== Task to carry out ==
Where "solid" occurs in a line of the entries below, copy that line.

Source information START

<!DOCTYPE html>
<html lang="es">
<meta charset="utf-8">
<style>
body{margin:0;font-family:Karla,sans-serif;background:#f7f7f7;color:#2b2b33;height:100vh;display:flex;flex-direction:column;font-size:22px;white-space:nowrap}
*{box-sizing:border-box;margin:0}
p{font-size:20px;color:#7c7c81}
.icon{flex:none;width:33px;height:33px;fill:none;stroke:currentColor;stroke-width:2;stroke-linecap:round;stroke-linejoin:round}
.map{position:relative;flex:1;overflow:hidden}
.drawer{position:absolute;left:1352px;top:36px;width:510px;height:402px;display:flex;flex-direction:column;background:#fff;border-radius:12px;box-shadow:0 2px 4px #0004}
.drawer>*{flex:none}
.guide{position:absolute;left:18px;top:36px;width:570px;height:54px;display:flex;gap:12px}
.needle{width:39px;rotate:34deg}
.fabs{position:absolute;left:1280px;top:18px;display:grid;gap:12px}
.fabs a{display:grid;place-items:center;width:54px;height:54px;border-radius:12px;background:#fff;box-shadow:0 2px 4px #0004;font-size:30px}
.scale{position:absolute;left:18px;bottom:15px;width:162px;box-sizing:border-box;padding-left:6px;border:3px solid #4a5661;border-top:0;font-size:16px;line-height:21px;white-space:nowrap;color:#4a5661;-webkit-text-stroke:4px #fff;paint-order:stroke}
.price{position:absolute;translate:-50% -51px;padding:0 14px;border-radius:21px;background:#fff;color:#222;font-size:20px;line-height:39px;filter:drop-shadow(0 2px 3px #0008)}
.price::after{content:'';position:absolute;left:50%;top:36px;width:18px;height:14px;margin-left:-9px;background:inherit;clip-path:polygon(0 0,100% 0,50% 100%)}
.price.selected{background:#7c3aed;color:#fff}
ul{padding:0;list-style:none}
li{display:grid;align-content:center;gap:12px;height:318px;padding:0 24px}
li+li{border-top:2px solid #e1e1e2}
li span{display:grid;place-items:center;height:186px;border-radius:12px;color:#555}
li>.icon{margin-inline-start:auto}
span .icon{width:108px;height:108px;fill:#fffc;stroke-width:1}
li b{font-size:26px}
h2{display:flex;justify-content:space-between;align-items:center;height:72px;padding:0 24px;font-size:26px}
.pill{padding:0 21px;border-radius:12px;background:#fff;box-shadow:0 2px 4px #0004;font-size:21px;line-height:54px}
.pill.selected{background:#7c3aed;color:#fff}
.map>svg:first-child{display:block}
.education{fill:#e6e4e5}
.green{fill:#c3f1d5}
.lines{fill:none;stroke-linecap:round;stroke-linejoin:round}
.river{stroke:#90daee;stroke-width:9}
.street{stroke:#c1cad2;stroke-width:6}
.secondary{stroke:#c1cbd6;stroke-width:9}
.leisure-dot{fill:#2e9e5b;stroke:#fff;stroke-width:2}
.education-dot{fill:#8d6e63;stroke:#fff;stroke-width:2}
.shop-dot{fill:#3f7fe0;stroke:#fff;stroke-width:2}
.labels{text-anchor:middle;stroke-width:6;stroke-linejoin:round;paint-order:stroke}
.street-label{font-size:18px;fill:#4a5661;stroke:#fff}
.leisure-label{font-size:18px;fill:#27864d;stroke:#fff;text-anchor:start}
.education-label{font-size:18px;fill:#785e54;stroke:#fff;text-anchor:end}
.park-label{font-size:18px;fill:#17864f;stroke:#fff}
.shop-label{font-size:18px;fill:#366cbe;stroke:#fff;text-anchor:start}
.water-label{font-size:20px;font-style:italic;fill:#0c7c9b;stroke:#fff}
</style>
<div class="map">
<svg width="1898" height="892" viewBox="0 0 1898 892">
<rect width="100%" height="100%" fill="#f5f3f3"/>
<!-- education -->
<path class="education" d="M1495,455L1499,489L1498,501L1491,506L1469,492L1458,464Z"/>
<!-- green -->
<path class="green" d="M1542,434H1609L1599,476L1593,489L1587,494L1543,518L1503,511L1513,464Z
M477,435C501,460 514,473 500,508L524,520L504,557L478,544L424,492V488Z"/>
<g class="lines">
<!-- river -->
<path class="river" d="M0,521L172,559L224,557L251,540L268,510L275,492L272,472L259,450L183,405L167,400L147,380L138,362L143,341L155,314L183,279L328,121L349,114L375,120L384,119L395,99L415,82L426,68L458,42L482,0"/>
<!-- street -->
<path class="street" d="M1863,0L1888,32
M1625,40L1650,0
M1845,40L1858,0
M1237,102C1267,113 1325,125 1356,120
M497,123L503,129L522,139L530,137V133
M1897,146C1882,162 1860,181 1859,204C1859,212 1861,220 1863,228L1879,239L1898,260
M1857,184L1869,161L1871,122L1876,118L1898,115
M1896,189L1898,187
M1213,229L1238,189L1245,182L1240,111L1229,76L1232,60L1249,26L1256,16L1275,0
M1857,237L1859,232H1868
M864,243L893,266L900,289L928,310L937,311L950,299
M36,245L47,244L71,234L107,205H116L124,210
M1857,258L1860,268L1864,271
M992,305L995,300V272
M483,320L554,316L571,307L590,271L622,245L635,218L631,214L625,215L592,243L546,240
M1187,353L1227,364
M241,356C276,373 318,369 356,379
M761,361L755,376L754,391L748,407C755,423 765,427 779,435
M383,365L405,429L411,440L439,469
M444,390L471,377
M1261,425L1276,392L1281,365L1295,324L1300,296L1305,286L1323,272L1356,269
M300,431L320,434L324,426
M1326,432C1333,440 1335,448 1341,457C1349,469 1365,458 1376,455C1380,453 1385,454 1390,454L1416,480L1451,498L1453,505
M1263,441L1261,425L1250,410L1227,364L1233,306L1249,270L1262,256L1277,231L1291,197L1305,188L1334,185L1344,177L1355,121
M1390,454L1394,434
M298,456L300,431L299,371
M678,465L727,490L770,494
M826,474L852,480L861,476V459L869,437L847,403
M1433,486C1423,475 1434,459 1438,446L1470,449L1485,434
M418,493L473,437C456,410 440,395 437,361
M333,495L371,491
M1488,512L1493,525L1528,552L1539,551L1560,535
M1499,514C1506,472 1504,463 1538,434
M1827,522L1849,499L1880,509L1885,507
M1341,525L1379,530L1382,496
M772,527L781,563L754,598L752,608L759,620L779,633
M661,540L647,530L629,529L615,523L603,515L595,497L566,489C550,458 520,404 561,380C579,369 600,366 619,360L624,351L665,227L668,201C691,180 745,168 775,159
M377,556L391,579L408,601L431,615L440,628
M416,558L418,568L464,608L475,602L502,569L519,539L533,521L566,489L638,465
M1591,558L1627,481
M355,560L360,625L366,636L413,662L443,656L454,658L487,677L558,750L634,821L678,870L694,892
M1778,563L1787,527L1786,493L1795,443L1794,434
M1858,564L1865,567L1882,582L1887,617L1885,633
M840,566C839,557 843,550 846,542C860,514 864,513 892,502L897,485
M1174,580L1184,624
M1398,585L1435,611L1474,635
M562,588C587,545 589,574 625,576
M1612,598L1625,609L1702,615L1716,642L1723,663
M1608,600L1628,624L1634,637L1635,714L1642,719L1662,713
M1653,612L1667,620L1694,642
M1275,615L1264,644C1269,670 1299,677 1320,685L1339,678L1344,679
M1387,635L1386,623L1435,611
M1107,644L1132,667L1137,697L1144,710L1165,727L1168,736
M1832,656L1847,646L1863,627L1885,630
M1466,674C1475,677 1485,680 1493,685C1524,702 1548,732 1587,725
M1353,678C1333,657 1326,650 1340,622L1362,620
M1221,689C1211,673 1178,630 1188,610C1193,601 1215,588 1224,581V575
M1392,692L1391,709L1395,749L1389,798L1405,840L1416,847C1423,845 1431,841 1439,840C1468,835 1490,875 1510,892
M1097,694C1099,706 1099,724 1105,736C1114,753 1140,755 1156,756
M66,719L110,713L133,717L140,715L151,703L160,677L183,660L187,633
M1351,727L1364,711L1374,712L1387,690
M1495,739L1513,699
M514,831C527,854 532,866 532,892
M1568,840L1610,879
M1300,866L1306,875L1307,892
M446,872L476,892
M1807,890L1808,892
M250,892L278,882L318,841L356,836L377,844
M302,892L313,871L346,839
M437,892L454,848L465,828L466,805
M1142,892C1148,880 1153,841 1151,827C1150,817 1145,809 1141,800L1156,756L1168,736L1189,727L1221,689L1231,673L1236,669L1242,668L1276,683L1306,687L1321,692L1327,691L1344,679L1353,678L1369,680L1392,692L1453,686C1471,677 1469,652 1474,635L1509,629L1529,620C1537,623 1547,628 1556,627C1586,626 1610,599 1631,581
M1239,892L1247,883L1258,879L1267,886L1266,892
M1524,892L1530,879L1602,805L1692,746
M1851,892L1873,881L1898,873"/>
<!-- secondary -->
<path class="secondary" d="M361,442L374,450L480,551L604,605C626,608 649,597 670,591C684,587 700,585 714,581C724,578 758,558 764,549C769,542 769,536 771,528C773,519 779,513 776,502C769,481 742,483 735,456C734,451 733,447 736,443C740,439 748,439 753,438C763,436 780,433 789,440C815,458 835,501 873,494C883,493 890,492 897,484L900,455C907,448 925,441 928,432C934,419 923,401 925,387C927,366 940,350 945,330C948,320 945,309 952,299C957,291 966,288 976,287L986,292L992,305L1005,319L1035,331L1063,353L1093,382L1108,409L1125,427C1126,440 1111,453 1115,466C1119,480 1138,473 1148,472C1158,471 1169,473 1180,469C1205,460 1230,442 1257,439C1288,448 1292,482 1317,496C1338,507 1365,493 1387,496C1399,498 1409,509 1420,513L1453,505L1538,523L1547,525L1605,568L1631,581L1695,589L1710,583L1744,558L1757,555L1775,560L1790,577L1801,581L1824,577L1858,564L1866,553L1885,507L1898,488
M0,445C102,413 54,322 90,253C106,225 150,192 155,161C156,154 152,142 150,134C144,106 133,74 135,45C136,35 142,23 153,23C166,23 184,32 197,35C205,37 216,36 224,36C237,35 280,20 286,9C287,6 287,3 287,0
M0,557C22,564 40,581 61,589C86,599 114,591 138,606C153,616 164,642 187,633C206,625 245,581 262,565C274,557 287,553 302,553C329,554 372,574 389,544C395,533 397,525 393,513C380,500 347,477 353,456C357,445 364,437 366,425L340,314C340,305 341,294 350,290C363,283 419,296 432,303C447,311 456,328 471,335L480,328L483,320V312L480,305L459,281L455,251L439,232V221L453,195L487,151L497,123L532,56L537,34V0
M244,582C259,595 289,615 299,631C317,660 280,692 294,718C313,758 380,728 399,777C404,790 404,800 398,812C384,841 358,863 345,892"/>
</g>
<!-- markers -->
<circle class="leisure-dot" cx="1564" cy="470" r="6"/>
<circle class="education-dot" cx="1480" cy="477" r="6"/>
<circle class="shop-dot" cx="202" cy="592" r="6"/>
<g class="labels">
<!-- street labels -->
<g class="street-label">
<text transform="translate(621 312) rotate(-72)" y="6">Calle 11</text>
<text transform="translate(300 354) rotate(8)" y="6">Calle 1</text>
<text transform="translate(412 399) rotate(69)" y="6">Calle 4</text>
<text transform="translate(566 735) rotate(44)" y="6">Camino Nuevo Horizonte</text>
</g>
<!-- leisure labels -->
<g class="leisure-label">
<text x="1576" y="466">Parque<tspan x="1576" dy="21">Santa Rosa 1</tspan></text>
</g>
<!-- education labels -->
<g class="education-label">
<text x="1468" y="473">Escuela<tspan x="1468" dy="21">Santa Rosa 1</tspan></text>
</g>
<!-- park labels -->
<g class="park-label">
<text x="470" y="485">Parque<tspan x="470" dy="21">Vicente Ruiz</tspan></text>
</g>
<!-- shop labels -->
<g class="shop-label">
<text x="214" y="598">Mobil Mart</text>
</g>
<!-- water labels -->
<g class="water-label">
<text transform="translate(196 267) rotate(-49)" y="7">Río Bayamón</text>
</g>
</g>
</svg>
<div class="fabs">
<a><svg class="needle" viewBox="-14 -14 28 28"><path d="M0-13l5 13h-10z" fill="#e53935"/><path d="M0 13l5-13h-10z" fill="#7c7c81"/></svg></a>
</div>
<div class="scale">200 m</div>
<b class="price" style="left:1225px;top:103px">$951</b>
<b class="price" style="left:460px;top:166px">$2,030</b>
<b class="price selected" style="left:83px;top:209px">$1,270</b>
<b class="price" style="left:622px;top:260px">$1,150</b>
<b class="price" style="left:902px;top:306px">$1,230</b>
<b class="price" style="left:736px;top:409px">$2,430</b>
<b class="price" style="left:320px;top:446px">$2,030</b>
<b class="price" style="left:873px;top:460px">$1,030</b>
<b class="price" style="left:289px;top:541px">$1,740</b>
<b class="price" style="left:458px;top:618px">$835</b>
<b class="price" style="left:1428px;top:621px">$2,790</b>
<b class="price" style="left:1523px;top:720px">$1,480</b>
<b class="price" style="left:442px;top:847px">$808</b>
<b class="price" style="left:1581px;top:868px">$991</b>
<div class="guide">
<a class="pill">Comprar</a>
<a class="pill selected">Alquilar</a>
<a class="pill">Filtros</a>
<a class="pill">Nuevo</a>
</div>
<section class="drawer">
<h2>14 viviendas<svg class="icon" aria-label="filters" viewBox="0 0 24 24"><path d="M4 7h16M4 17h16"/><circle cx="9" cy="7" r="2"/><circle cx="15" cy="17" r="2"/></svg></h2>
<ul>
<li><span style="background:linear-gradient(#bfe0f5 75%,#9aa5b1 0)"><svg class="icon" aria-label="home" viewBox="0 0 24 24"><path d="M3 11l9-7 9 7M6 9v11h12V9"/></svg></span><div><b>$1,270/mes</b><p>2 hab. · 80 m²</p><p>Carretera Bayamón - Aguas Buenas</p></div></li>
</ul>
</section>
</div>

Source information END

== Your response ==
.scale{position:absolute;left:18px;bottom:15px;width:162px;box-sizing:border-box;padding-left:6px;border:3px solid #4a5661;border-top:0;font-size:16px;line-height:21px;white-space:nowrap;color:#4a5661;-webkit-text-stroke:4px #fff;paint-order:stroke}
li+li{border-top:2px solid #e1e1e2}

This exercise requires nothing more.